Für Akari, eine Teenagerin in Japan, steht ihr Idol Masaki, ein Mitte 20jähriger J-Popstar, metaphorisch in Flammen, nachdem er sich einem medialen Shitstorm stellen muss. Er hat nämlich angeblich einen weiblichen Fan geschlagen. Für Akari endet damit nicht etwa ihr Fanatismus für Masaki, nein, sie möchte ihn nun mehr denn je unterstützen und füllt damit eine Leere, die sich in ihr selbst schon seit längerem breitmacht.

Die junge japanische Autorin Rin Usami gewann mit diesem Debüt im Alter von nur 21 Jahren bereits einen angesehenen, japanischen Literaturpreis.
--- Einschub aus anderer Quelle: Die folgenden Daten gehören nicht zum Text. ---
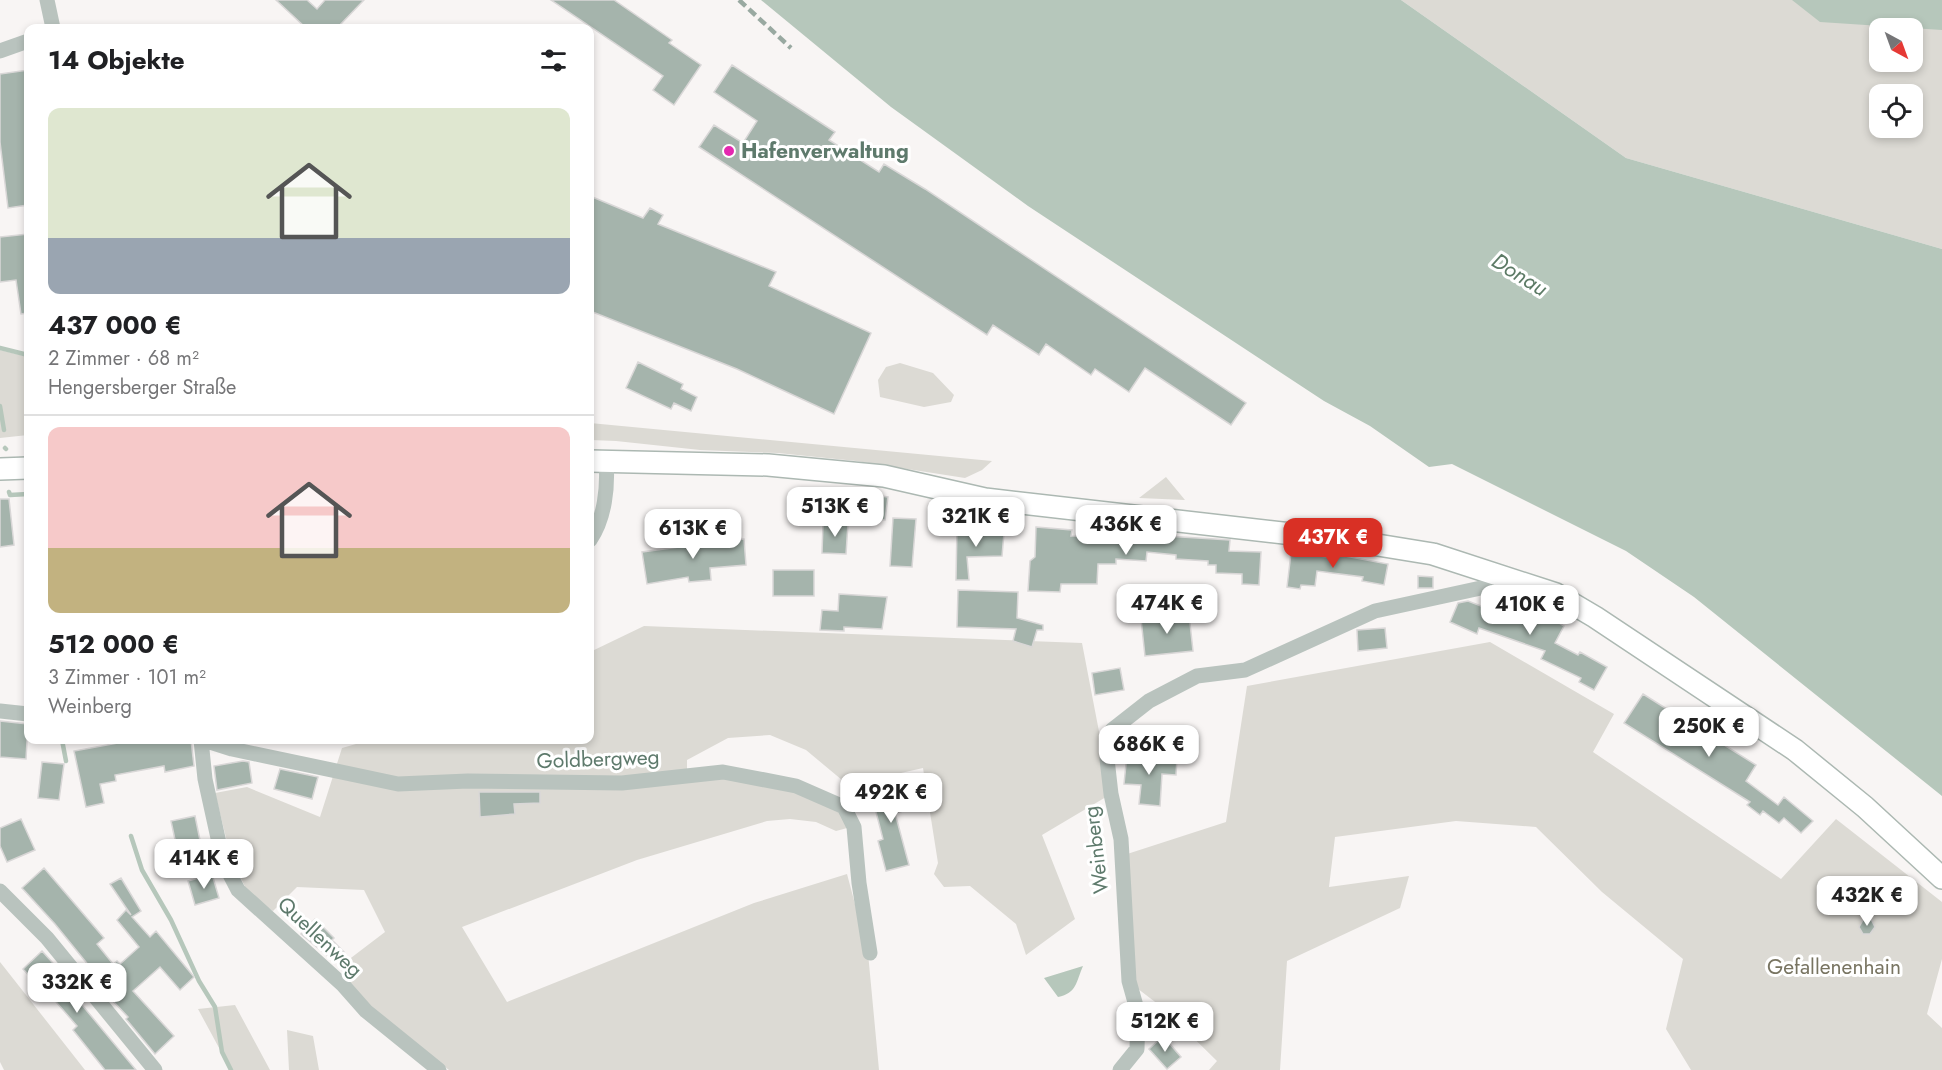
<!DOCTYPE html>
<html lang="de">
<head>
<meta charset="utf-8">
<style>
  body { margin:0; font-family:Jost,sans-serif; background:#f6f6f6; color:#202124; height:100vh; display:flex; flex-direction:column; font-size:22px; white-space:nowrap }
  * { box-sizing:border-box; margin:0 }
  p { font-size:20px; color:#757577 }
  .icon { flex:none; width:33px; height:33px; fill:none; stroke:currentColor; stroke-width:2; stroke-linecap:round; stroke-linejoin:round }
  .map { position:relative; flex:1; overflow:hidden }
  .side { position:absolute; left:24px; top:24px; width:570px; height:720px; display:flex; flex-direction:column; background:#fff; border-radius:12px; box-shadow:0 3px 9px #0003 }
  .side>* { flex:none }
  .needle { width:39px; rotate:139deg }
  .tools { position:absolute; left:1869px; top:18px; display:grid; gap:12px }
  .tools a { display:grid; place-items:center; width:54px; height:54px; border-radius:12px; background:#fff; box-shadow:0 3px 9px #0003; font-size:30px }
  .price { position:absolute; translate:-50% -51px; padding:0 14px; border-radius:12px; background:#fff; color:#222; font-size:20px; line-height:39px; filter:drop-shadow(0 2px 3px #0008) }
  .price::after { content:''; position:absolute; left:50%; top:36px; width:18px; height:14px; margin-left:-9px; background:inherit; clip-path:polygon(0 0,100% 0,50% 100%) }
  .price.selected { background:#d93025; color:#fff }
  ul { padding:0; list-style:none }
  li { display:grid; align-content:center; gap:12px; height:318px; padding:0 24px }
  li+li { border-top:2px solid #e0e0e0 }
  li span { display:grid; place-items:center; height:186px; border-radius:12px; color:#555 }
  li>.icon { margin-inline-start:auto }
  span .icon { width:108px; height:108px; fill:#fffc; stroke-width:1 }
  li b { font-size:26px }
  h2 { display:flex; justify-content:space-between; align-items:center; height:72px; padding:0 24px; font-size:26px }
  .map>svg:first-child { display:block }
  .green { fill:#dcdad4; fill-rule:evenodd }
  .water { fill:#b6c7bb }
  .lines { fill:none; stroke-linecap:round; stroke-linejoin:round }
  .stream { stroke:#b6c7bb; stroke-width:4.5 }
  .building { fill:#a5b4ac; stroke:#d9d7d7; stroke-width:1.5 }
  .secondary-casing { stroke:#acb8b2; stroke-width:24 }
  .street { stroke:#b9c3be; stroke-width:15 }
  .secondary { stroke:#fff; stroke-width:21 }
  .rail { stroke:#99a9a1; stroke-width:4.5; stroke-dasharray:9 4.5; stroke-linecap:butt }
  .poi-dot { fill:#e428b0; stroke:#fff; stroke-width:2 }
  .labels { text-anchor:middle; stroke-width:6; stroke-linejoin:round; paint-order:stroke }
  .poi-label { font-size:21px; font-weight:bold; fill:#5e7a6c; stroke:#fff; text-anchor:start }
  .street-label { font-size:21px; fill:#5e7a6c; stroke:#fff }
  .park-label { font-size:21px; fill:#787461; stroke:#fff }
  .water-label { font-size:22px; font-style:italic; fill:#5d7b66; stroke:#fff }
</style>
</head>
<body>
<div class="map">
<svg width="1942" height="1070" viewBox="0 0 1942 1070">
  <rect width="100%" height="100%" fill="#f8f5f4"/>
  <!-- green -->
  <path class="green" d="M 1401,0 L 1942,0 L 1942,249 L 1626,158 ZM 1880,28 L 1912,28 L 1912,62 L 1880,62 ZM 1880,94 L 1912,94 L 1912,128 L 1880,128 Z
    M 0,350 L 28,357 L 28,435 L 0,438 Z
    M 900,363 L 933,373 L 954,395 L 951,402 L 924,407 L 880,397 L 878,380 L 886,367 Z
    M 590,423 L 992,461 L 982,470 L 965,478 L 856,461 L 778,453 L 700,450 L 616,441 L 590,440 Z
    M 1166,477 L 1185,500 L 1139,498 Z
    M 644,626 L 1082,643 L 1111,794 L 1042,835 L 1075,919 L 1026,955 L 1016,924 L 970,886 L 944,887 L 934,874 L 938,863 L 923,768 L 848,785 L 806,750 L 770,735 L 728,738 L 687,760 L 687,778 L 722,774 L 795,788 L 844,808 L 851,827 L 836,831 L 816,822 L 790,819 L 767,821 L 637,860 L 462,927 L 507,1002 L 754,903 L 847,874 L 868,953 L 879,1070 L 449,1070 L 366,1005 L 339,967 L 385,932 L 364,890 L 297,887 L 273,911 L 250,897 L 231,858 L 215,793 L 247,787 L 320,817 L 342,748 L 370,740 L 590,740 L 590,652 Z
    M 1490,642 L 1614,714 L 1593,752 L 1781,879 L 1836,819 L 1942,902 L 1942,959 L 1927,1014 L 1942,1028 L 1942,1070 L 1691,1070 L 1666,1029 L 1683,959 L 1602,892 L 1536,827 L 1456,821 L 1335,837 L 1329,887 L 1409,876 L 1400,908 L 1287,961 L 1280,1070 L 1209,1070 L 1217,1061 L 1163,1008 L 1129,982 L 1121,856 L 1226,822 L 1247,686 Z
    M 0,962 L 4,967 L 85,1070 L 4,1070 L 0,1062 Z
    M 235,1005 L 270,1070 L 231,1070 L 198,1009 Z
    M 287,1030 L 313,1036 L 319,1070 L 289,1070 Z"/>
  <!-- water -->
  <path class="water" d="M 761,0 L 1401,0 L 1626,158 L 1942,249 L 1942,796 L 1694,597 L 1626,551 L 1452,464 L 1429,467 L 1370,426 L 1324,401 L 1028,206 L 891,107 Z
    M 1792,0 L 1942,0 L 1942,30 L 1820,22 Z
    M 1083,966 C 1076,982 1077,993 1058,997 L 1044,978 Z"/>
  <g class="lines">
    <!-- stream -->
    <path class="stream" d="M 0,348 L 28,355
      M 0,406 L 4,430
      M 5,448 L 6,449
      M 9,492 L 10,495 L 28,494
      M 62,740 L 66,761
      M 131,836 L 142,870 L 171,920 L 199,981 L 215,1007 L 222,1052 L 231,1070"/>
  </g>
  <!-- building -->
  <path class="building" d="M 276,0 L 307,0 L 317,9 L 325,0 L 364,0 L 337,28 L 306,28 Z
    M 551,0 L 614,0 L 672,40 L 669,43 L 701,65 L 674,105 L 653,90 L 663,76 Z
    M 732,65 L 835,132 L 829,140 L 879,172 L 884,164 L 925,189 L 1246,403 L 1231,425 L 1145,368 L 1129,392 L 1095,369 L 1091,375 L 1046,344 L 1039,355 L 993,325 L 987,335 L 699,147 L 714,125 L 743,143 L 757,121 L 714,92 Z
    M 28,70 L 28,205 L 8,208 L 0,142 L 0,74 Z
    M 590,196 L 643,218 L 650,208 L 663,215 L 658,224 L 776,272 L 769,286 L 871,333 L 834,414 L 737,369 L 590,311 Z
    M 28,234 L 28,313 L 21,314 L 16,280 L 0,282 L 0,237 Z
    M 638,362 L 683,384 L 681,389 L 697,397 L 691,411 L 674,403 L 671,409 L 626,388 Z
    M 841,491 L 888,497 L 885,520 L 838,514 Z
    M 0,499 L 9,499 L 14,545 L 0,547 Z
    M 893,518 L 916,519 L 912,567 L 890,566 Z
    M 823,523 L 848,524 L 846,554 L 822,553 Z
    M 957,525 L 965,525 L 965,529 L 1004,533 L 1002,556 L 967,557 L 969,580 L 956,580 Z
    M 1036,527 L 1072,530 L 1071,536 L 1129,537 L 1130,531 L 1166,534 L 1166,536 L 1230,540 L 1229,551 L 1261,552 L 1259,585 L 1242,584 L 1242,574 L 1216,573 L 1216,565 L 1208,565 L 1208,561 L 1176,559 L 1176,555 L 1147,552 L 1146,561 L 1116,559 L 1116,564 L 1098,564 L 1097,584 L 1061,584 L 1060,592 L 1028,591 L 1030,561 L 1035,557 Z
    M 744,539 L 746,565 L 710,568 L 711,580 L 689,582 L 688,577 L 647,584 L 642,552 L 686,546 L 686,543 Z
    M 1291,553 L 1328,557 L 1329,553 L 1388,564 L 1384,585 L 1362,581 L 1363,577 L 1317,571 L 1315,586 L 1301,585 L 1300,589 L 1287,587 Z
    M 773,570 L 814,570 L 814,596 L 773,596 Z
    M 1418,576 L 1433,577 L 1433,588 L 1418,588 Z
    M 958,590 L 1018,592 L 1017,618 L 1043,625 L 1043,630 L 1037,630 L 1032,647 L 1013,641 L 1016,629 L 957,627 Z
    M 839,594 L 887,597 L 882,629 L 844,627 L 844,631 L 820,630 L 822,610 L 838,611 Z
    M 1522,599 L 1564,626 L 1555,643 L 1578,655 L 1580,652 L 1607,667 L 1594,690 L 1579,682 L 1581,678 L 1541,659 L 1545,651 L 1479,628 L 1477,634 L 1450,622 L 1458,603 L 1468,601 L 1510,617 Z
    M 1189,614 L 1193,651 L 1145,656 L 1141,619 Z
    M 1385,628 L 1387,648 L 1358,651 L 1357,630 Z
    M 1120,668 L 1124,690 L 1095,695 L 1092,673 Z
    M 1643,694 L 1756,765 L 1746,781 L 1778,805 L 1784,797 L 1813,821 L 1801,833 L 1784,818 L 1779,823 L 1763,811 L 1760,815 L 1747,805 L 1750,802 L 1624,723 Z
    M 0,721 L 28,724 L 26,759 L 0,757 Z
    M 134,740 L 191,740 L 194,766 L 165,772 L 164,766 L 115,775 L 116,781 L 100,784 L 104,803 L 86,807 L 74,751 Z
    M 1127,754 L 1177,758 L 1176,775 L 1162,774 L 1160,806 L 1139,804 L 1141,785 L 1124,784 Z
    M 243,761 L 249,762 L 252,783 L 217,790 L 214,766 Z
    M 42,762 L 64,764 L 59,800 L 38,798 Z
    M 280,769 L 318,777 L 312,799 L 274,789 Z
    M 901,781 L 908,810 L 895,813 L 909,865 L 886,871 L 878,841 L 883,839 L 870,789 Z
    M 479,792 L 540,792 L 540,803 L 514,804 L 515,814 L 480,817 Z
    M 195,816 L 201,845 L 177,849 L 171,821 Z
    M 21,819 L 35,850 L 7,862 L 0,846 L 0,828 Z
    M 171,845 L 176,871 L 160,873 L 156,848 Z
    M 44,868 L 104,938 L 97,944 L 113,964 L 117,961 L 120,964 L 139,947 L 117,920 L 126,910 L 131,915 L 110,884 L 121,878 L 141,911 L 132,917 L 150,937 L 156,931 L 194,977 L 180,990 L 160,967 L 133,991 L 174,1036 L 155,1054 L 126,1019 L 128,1017 L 94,981 L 98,977 L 55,924 L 22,888 Z
    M 212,874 L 219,898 L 195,905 L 188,881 Z
    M 315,919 L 334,938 L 332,940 L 344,952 L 335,962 L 301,934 Z
    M 1871,919 L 1875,927 L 1870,934 L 1863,934 L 1859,927 L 1863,920 Z
    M 42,951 L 61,972 L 75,991 L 72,993 L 136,1070 L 105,1070 L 73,1030 L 77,1026 L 44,988 L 42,990 L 23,969 Z
    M 1163,1036 L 1181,1057 L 1167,1069 L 1149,1049 Z"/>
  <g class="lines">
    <defs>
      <path id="secondary" d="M 590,461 L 768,465 L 884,476 L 985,499 L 1353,541 L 1433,554 L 1556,594 L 1595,617 L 1795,750 L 1865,807 L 1942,878
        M 0,469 L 28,468"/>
    </defs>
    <!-- secondary casing -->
    <use href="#secondary" class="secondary-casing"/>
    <!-- street -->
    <path class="street" d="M 47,0 L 53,28
      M 0,51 L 28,41
      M 590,540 C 605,518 608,487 606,461
      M 0,711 L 28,714
      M 201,740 L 205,779 L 223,861 L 238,890 L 343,985 L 366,1011 L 439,1070
      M 204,740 L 232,749 L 398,784 L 468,781 L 622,783 L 723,772 L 796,786 L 844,807 L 854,827 L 859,883 L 870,953
      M 0,891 L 47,938 L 155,1070
      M 1120,1070 L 1137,1049 L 1138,1013 L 1129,981 L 1121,839 L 1111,794 L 1107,759 L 1112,730 L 1149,701 L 1197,676 L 1245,670 L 1375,611 L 1513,581"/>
    <!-- secondary -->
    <use href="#secondary" class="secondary"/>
    <!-- rail -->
    <path class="rail" d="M 739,0 L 791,48"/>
  </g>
  <!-- markers -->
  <circle class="poi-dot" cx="729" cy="151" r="6"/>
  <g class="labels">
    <!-- poi labels -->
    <g class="poi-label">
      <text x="741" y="158">Hafenverwaltung</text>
    </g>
    <!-- street labels -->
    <g class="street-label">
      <text transform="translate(598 759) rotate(-2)" y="7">Goldbergweg</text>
      <text transform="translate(1096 850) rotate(-97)" y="7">Weinberg</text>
      <text transform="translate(320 937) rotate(43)" y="7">Quellenweg</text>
    </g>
    <!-- park labels -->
    <g class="park-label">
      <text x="1834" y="974">Gefallenenhain</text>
    </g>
    <!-- water labels -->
    <g class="water-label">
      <text transform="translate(1520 274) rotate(32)" y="8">Donau</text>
    </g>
  </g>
</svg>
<div class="tools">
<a><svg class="needle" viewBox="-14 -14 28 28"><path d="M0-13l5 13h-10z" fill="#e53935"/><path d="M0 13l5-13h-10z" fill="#757577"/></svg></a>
<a><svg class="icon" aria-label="locate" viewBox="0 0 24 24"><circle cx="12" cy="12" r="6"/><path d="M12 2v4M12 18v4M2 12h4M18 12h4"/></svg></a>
</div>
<b class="price" style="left:835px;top:538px">513K €</b>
<b class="price" style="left:976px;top:548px">321K €</b>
<b class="price" style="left:1126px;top:556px">436K €</b>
<b class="price" style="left:693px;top:560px">613K €</b>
<b class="price selected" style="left:1333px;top:569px">437K €</b>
<b class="price" style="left:1167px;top:635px">474K €</b>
<b class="price" style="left:1530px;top:636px">410K €</b>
<b class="price" style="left:1709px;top:758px">250K €</b>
<b class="price" style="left:1149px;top:776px">686K €</b>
<b class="price" style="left:891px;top:824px">492K €</b>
<b class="price" style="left:204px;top:890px">414K €</b>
<b class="price" style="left:1867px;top:927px">432K €</b>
<b class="price" style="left:77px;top:1014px">332K €</b>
<b class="price" style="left:1165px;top:1053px">512K €</b>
<section class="side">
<h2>14 Objekte<svg class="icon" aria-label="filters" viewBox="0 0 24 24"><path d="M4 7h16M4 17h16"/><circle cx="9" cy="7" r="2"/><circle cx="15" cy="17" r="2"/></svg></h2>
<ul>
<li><span style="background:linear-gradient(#dfe7d0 70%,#9aa5b1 0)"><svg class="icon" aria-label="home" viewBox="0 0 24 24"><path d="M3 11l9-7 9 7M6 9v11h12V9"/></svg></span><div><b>437 000 €</b><p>2 Zimmer · 68 m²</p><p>Hengersberger Straße</p></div></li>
<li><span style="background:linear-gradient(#f6c9c9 65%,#c2b280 0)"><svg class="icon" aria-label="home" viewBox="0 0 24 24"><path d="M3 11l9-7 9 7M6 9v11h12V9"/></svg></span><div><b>512 000 €</b><p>3 Zimmer · 101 m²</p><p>Weinberg</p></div></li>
</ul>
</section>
</div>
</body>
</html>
Doch kann sie mit diesem Roman um die Fankultur, ja man kann sagen den Fanatismus einer Teenagerin, in Japan, die massive Konsumorientierung des Pop-Universums und die emotionalen Nöte der Protagonistin auch hier überzeugen?

Mich hat der Roman besonders zu Beginn stark gefangen genommen. Die Prämisse eines weiblichen Fans, dessen Leben sich tatsächlich ausschließlich um ihr Idol zu kreisen scheint, welcher potentiell ins Schwanken geraten könnte, durch die Enthüllungen um das angebetete Idol bietet viel Sprengkraft. Sehr genau und eindrücklich schildert Rin Usami, wie stark in Japan die Fankultur im Kapitalismus angekommen ist. Dass Fans für ihre Idole all ihr Geld ausgeben. Dass psychologisch geschickte Taktiken angewandt werden, um ihnen noch mehr Geld, mehr als sie vielleicht besitzen, auszugeben. Diese Vereinnahmung der Fans durch die verhängnisvollen Strategien der Pop-Industrie ist aber leider auch das einzige, was mir aus diesem Roman relevant vorkam und auch während und nach der Lektüre in mir weitergearbeitet hat. Diesbezüglich hätte ich mir allerdings auch einen Artikel zum Thema oder eine Doku anschauen können.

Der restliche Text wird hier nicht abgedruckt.